2) Or if you like you can use the markdown header styles:

```# for h1```

```## for h2```

```### for h3```

```#### for h4```

```##### for h5```

## Plot colour schemes

General advice:
1. Use the same colour or colour palette throughout your notebook, unless variety is necessary
2. Select a palette based on the type of data being represented
3. Consider accessibility (colourblindness, low vision)

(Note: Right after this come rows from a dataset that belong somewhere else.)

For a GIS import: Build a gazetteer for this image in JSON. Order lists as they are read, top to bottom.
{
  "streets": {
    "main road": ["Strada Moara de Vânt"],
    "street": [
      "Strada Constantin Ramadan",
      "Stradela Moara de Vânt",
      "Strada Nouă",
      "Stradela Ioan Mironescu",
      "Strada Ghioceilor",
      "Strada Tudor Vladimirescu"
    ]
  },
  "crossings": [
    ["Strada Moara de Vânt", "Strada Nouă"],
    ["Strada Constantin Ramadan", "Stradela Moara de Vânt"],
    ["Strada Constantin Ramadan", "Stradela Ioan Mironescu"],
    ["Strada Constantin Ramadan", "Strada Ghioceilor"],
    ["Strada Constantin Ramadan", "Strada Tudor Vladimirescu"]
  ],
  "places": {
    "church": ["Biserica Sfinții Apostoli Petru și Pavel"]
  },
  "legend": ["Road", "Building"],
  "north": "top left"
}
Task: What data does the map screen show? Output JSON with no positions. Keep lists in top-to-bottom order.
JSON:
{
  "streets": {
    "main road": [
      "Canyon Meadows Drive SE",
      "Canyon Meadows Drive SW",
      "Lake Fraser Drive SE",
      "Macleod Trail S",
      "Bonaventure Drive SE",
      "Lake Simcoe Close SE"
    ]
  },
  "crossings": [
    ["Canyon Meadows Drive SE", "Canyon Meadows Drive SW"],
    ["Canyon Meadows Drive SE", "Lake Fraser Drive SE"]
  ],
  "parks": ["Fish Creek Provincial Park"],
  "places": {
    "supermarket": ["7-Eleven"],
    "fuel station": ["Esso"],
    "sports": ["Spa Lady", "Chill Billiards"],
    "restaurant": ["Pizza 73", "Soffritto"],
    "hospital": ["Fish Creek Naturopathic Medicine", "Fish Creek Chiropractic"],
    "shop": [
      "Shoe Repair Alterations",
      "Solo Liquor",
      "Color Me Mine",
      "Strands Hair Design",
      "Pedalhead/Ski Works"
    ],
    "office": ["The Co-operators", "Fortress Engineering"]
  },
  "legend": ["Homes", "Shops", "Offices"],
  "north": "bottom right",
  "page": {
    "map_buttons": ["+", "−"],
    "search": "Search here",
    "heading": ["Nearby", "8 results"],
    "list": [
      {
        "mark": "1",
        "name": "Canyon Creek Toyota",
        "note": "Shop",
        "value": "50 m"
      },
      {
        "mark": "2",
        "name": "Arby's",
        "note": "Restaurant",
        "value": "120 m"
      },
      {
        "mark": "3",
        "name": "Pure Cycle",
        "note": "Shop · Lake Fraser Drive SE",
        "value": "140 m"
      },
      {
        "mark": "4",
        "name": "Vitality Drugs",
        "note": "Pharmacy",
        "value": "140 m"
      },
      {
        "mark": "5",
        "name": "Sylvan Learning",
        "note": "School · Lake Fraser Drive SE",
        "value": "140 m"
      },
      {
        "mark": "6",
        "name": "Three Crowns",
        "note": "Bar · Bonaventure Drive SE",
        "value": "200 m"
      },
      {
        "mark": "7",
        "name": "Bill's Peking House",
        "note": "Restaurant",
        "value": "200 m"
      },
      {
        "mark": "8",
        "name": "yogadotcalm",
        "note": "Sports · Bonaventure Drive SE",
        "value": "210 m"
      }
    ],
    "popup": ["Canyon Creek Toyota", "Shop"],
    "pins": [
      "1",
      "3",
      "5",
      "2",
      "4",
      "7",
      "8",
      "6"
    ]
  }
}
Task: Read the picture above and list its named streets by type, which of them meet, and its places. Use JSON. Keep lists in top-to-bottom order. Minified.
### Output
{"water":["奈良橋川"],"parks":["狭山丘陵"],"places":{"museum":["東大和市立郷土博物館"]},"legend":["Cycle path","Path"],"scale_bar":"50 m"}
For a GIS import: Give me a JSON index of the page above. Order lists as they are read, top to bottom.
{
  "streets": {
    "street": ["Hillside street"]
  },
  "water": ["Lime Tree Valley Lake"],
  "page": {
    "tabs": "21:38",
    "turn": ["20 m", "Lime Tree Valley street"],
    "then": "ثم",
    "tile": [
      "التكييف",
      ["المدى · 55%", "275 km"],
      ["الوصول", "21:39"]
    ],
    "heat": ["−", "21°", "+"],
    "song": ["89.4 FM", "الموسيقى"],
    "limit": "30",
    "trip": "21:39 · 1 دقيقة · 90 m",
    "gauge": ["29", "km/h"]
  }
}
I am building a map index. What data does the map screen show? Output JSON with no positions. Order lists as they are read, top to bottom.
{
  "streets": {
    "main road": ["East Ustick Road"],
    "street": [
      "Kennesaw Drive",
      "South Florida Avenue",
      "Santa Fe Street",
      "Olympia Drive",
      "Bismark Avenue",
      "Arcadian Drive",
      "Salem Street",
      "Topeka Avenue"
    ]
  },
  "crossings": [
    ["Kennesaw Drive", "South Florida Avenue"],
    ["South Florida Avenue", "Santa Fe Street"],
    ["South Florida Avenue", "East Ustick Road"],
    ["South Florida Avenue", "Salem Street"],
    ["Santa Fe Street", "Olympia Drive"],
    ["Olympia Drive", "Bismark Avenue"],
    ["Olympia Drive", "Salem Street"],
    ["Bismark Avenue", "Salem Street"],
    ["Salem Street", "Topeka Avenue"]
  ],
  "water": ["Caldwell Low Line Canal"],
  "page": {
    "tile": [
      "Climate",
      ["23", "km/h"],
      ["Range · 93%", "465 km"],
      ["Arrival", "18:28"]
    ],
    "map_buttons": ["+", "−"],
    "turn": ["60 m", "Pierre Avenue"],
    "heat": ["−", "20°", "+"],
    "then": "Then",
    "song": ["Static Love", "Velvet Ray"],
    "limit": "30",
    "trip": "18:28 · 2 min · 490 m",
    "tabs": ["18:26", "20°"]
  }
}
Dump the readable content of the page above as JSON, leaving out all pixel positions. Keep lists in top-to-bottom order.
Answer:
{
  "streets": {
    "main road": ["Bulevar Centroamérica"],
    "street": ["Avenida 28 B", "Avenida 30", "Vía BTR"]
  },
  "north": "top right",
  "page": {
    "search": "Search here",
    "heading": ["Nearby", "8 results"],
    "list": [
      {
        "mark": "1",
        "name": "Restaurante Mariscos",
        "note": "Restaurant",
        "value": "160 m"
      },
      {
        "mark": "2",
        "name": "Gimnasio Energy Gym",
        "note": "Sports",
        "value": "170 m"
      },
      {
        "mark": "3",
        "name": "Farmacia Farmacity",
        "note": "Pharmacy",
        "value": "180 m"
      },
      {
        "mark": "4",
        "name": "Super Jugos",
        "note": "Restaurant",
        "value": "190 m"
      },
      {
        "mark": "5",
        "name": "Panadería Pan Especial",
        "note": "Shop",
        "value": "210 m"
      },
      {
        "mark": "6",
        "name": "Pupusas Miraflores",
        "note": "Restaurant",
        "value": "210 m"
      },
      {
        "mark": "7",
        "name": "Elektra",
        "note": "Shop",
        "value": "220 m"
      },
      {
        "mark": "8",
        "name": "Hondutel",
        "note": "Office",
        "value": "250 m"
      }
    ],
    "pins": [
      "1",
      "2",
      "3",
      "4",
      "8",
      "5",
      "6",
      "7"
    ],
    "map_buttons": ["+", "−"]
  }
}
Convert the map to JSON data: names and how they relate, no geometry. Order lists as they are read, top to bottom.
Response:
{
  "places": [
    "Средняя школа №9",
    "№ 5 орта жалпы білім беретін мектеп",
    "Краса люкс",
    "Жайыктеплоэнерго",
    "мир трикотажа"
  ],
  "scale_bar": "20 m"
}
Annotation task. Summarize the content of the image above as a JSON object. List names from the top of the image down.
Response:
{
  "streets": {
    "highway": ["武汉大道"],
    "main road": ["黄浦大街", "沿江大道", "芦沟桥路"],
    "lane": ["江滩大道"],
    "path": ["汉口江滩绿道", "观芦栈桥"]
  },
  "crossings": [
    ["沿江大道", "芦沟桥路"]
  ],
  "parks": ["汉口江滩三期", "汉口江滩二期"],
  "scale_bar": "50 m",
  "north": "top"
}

#### 1) If all of your plots only use 1-2 colors use one of the company style colors:

| Light theme | Dark Theme |
|-----|-----|
|<p style="color:#2af598;">#2af598</p>|<p style="color:#08af64;">#08af64</p>|
|<p style="color:#22e4ac;">#22e4ac</p>|<p style="color:#14a38e;">#14a38e</p>|
|<p style="color:#1bd7bb;">#1bd7bb</p>|<p style="color:#0f9295;">#0f9295</p>|
|<p style="color:#14c9cb;">#14c9cb</p>|<p style="color:#056b8a;">#056b8a</p>|
|<p style="color:#0fbed8;">#0fbed8</p>|<p style="color:#121212;">#121212</p>|
|<p style="color:#08b3e5;">#08b3e5</p>||


#### 2) If your plot needs multiple colors, choose an appropriate palette using either of the following tutorials:
- https://seaborn.pydata.org/tutorial/color_palettes.html
- https://matplotlib.org/stable/tutorials/colors/colormaps.html

#### 3) Consider accessibility as well.

For qualitative plotting Seaborn's 'colorblind' palette is recommended. For maps with sequential or diverging it is recommended to use one of the Color Brewer schemes which can be previewed at https://colorbrewer2.org/.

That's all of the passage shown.